While the Oyster Festival, to its credit, is neck-and-neck with SoNo Arts in terms of longevity, it's nowhere near as self-sufficient. The Oyster Festival benefits from the substantial backing of the SoNo Seaport Association, while SoNo Arts has no cushioning sponsor. The Oyster Festival charges hefty fees at the gate, and then sells tickets for any concessions. SoNo Arts is entirely free. The Oyster Festival has no visual art or performing art, no dance, no crafts, no puppets, no stilt-walkers. And unlike SoNo Arts, it's entirely gated, offering little, if any, spillover business to surrounding restaurants and shops.

Granted, both festivals are fun--they're outdoor, summer events that draw lots of outsiders to South Norwalk, a city once better recognized for its gun fights and prostitution. But the distinction is important because the fact is that the Oyster Festival is a moneymaking operation. Not only does the SoNo Arts Celebration keep hosting a community arts festival each year for free, depending entirely on over-worked volunteers, but it's running up a substantial debt, is threatened by inner turmoil and is nearly about to come apart at the seams. All while providing countless economic and cultural benefits to the city and artists it promotes.

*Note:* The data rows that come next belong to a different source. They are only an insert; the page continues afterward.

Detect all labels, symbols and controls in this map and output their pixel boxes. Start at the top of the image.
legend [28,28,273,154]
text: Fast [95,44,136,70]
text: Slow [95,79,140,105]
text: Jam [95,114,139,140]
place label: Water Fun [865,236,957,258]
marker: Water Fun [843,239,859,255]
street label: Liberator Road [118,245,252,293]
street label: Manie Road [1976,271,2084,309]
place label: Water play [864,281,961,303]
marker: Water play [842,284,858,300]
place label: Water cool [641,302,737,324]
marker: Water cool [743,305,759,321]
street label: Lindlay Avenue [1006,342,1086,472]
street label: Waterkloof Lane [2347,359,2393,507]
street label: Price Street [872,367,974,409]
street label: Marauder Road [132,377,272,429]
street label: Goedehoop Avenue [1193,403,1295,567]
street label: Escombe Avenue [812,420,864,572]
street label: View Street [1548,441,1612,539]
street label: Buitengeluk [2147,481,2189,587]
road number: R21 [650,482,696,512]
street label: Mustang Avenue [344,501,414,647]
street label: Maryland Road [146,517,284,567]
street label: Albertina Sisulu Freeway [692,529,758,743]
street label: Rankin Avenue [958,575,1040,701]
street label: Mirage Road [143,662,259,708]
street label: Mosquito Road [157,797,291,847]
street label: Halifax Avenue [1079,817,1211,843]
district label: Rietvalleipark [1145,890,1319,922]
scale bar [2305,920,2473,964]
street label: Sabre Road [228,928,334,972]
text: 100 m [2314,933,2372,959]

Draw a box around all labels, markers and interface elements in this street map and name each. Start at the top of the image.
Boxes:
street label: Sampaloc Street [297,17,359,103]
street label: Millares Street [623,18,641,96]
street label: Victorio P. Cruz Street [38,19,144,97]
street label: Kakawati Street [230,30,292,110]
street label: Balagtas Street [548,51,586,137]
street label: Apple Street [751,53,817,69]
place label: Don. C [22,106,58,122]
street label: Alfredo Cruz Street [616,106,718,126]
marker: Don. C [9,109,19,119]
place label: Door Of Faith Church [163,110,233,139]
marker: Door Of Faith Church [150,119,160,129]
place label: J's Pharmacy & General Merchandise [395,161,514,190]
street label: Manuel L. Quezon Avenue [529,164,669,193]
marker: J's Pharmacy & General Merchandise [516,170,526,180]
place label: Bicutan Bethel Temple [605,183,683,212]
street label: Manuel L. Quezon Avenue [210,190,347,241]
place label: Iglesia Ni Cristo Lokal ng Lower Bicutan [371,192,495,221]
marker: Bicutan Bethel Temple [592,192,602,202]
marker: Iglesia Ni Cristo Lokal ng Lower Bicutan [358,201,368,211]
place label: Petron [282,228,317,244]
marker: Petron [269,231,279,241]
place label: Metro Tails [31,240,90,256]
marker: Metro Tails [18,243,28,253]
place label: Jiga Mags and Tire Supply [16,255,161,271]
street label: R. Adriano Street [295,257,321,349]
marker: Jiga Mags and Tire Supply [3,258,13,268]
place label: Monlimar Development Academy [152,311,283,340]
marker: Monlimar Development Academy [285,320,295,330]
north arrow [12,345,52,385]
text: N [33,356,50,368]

Former SoNo Arts president and a longtime volunteer until last year, Pam Stark, has now joined Norwalk's government as City Clerk and offers an inside look at the festival's evolution and local impact.

"It does bring a lot of people in," Stark said. "And it brings people right into South Norwalk as opposed to some of the other festivals that bring them to the outer edges of Norwalk."

And though Marcia Powell, publicity spokesperson for the SoNo Business Association, says she can't quantify the festival's economic impact, she's sure that it's significant.

"When people come down for the festival, they become familiar with the area, they see what new places are there that they haven't been to, they discover the variety of attractions, shopping, food choices available in the area and they come back," says Powell. "People are out on the street, they're walking around...they're having a good time and it predisposes them to coming back."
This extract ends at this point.